- [TASK ITEM]: Up to and including the line with "position:relative; width:1203px; height:358px;", restate every line of the records below word for word, from the first line on, leaving out the pictures.

- [PROVIDED DATA]:
..........
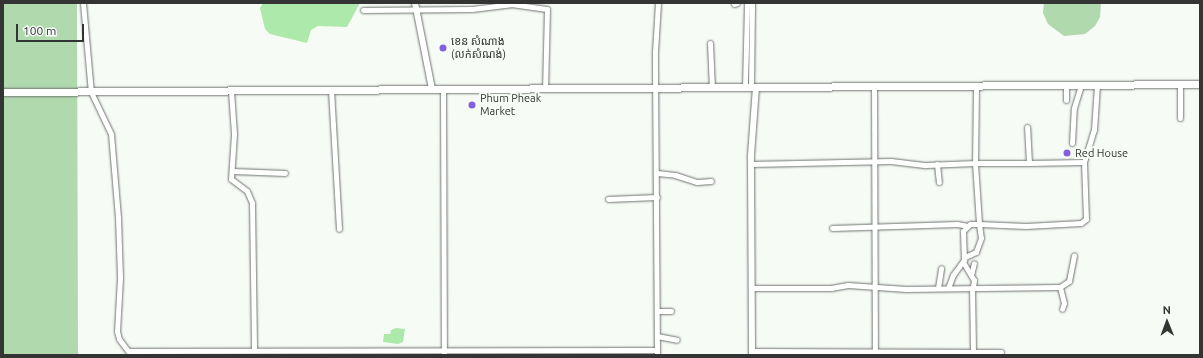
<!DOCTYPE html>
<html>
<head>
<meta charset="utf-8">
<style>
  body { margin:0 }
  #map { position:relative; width:1203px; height:358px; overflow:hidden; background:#f6fbf6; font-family:Ubuntu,"Noto Sans Khmer",sans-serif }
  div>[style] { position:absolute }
  .green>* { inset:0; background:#b0d9ae }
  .water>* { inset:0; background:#ade9aa }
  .roads { filter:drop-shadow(0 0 1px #6f736f) drop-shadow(0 0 1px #6f736f) }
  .minor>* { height:5px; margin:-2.5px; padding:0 2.5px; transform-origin:2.5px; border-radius:2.5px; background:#fff }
  .tertiary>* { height:6px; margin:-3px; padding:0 3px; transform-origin:3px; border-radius:3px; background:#fff }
  .secondary>* { height:7px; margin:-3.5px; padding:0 3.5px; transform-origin:3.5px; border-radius:3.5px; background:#fff }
  .dots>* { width:11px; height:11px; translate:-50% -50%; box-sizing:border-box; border:2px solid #f6fbf6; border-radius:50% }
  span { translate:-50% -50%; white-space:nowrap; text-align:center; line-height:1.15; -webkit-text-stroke:4px #f6fbf6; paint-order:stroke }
  .poi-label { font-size:11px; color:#333433 }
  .left { translate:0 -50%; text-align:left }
  .frame { position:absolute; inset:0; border:4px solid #333433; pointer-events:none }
  .north { position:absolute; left:1147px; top:302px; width:40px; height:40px; -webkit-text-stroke:3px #f6fbf6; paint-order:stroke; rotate:359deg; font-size:11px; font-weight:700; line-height:16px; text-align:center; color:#333433 }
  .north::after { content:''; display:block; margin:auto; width:14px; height:18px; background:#333433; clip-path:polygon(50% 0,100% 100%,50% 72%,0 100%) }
  .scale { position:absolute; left:16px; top:24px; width:68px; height:18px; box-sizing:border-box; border:2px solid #333433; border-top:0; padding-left:5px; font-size:12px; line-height:14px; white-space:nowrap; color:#333433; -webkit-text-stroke:3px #f6fbf6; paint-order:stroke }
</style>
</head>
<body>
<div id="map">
  <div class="green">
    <div style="clip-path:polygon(3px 3px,77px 3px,78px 355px,3px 355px)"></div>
    <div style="clip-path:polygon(1044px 3px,1101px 3px,1100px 17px,1095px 26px,1085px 34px,1064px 36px,1048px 24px,1043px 13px)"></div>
  </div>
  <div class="water">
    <div style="clip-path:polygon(263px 3px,360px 3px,347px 27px,318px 26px,311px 30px,307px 43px,270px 34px,265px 29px,260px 8px)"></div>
    <div style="clip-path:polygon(396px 328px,405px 329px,403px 342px,398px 344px,383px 342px,384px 334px,390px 334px,391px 330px)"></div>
  </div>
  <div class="roads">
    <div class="minor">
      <div style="left:83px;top:3px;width:89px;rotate:84.9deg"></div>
      <div style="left:91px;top:92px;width:47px;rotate:64.5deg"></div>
      <div style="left:111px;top:134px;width:83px;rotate:85.2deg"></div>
      <div style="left:118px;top:217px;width:61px;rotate:88.1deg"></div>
      <div style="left:120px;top:278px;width:53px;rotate:93.2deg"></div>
      <div style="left:117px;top:331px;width:8px;rotate:76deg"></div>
      <div style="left:119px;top:339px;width:15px;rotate:53deg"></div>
      <div style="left:128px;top:351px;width:529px;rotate:-0.11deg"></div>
      <div style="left:734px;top:4px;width:3px;rotate:-18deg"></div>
      <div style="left:363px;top:10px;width:109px;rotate:-0.5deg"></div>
      <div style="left:472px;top:9px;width:39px;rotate:-7deg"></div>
      <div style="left:511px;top:4px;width:36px;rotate:8deg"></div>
      <div style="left:547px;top:9px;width:80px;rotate:91.4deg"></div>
      <div style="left:710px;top:43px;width:45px;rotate:87.5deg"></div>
      <div style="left:1180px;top:85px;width:33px;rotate:90deg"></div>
      <div style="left:874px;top:86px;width:265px;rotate:89.8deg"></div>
      <div style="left:976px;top:86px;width:77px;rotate:90.7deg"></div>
      <div style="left:975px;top:163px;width:54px"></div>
      <div style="left:1029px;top:163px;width:36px;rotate:-93deg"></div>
      <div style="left:745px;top:87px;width:84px;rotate:-88.6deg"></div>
      <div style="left:751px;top:87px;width:84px;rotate:-89.3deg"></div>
      <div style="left:443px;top:89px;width:266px;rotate:89.8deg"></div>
      <div style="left:331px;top:90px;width:139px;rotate:86.7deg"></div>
      <div style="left:231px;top:91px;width:43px;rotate:86deg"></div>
      <div style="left:234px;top:134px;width:45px;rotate:93.8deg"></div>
      <div style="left:231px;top:179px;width:20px;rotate:37deg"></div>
      <div style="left:247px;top:191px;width:13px;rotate:67deg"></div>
      <div style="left:252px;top:203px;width:147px;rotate:89.2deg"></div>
      <div style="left:1066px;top:100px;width:15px;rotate:-90deg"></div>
      <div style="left:1072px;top:143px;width:35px;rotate:-87deg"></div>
      <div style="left:1074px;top:108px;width:24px;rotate:-73deg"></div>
      <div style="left:1029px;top:163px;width:55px;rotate:-1deg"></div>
      <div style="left:751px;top:164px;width:140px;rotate:-1.2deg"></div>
      <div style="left:891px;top:161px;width:35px;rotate:7deg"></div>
      <div style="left:926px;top:165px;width:49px;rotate:-2.3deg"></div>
      <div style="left:975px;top:163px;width:61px;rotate:86.2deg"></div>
      <div style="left:979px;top:224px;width:47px;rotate:2.4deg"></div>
      <div style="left:1026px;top:226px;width:55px;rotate:-3.1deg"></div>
      <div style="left:1081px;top:223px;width:6px;rotate:-39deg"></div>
      <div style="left:1086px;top:219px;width:57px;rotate:-92deg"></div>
      <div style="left:1084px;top:162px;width:34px;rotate:-73deg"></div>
      <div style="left:1094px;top:130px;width:45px;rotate:-86.2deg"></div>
      <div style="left:937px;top:164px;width:18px;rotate:84deg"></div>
      <div style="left:233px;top:171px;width:52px;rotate:2.2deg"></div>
      <div style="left:657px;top:173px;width:18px;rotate:6deg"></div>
      <div style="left:675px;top:175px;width:23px;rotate:18deg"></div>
      <div style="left:697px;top:182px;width:14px;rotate:-4deg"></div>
      <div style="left:608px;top:199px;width:49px;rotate:-2.3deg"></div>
      <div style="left:832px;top:228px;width:125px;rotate:-1.8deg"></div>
      <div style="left:957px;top:224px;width:11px;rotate:10deg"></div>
      <div style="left:963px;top:262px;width:21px;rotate:59deg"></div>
      <div style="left:974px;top:280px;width:7px;rotate:98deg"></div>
      <div style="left:971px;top:275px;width:12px;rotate:-76deg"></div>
      <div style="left:972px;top:287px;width:63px;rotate:89.1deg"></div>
      <div style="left:1060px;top:287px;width:16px;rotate:76deg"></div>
      <div style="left:1064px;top:303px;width:6px;rotate:108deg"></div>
      <div style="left:753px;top:288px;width:78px"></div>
      <div style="left:831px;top:288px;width:17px;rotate:-10deg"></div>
      <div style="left:848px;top:285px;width:58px;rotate:3.9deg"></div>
      <div style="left:906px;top:289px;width:154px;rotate:-0.7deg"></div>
      <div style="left:1060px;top:287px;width:11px;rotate:-34deg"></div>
      <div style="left:1069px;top:281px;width:26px;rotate:-79deg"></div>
      <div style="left:938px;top:288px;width:20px;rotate:-81deg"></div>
      <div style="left:948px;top:288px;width:14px;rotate:-69deg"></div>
      <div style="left:953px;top:275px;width:19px;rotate:-54deg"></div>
      <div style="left:964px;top:260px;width:29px;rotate:-92deg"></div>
      <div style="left:963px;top:231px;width:10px;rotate:-45deg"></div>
      <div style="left:970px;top:224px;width:9px"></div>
      <div style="left:979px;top:224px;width:14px;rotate:82deg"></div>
      <div style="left:981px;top:238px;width:15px;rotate:110deg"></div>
      <div style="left:976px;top:252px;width:12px;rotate:156deg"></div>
      <div style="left:657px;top:311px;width:14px"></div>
      <div style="left:657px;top:336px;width:20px;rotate:11deg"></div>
      <div style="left:752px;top:351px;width:249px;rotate:0.2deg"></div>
      <div style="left:657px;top:355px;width:303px;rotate:-90.4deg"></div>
      <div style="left:655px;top:52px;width:49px;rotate:-86.5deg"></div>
    </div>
    <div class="tertiary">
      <div style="left:415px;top:3px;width:88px;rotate:78.8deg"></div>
      <div style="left:752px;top:355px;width:200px;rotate:-90.3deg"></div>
      <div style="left:751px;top:155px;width:68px;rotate:-85.8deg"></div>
    </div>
    <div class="secondary">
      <div style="left:3px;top:92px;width:1197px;rotate:-0.38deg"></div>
    </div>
  </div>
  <div class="dots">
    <div style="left:443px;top:48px;background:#8460db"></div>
    <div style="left:472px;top:105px;background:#8460db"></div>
    <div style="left:1067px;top:153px;background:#8460db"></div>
  </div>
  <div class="poi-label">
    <span class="left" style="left:451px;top:48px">ខេន សំណាង<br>(លក់សំណង់)</span>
    <span class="left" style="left:480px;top:105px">Phum Pheak<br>Market</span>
    <span class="left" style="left:1075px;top:153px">Red House</span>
  </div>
  <div class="frame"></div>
  <div class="north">N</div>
  <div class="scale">100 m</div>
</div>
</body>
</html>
..........
- [RESULT OF THE TASK]:
<!DOCTYPE html>
<html>
<head>
<meta charset="utf-8">
<style>
  body { margin:0 }
  #map { position:relative; width:1203px; height:358px; overflow:hidden; background:#f6fbf6; font-family:Ubuntu,"Noto Sans Khmer",sans-serif }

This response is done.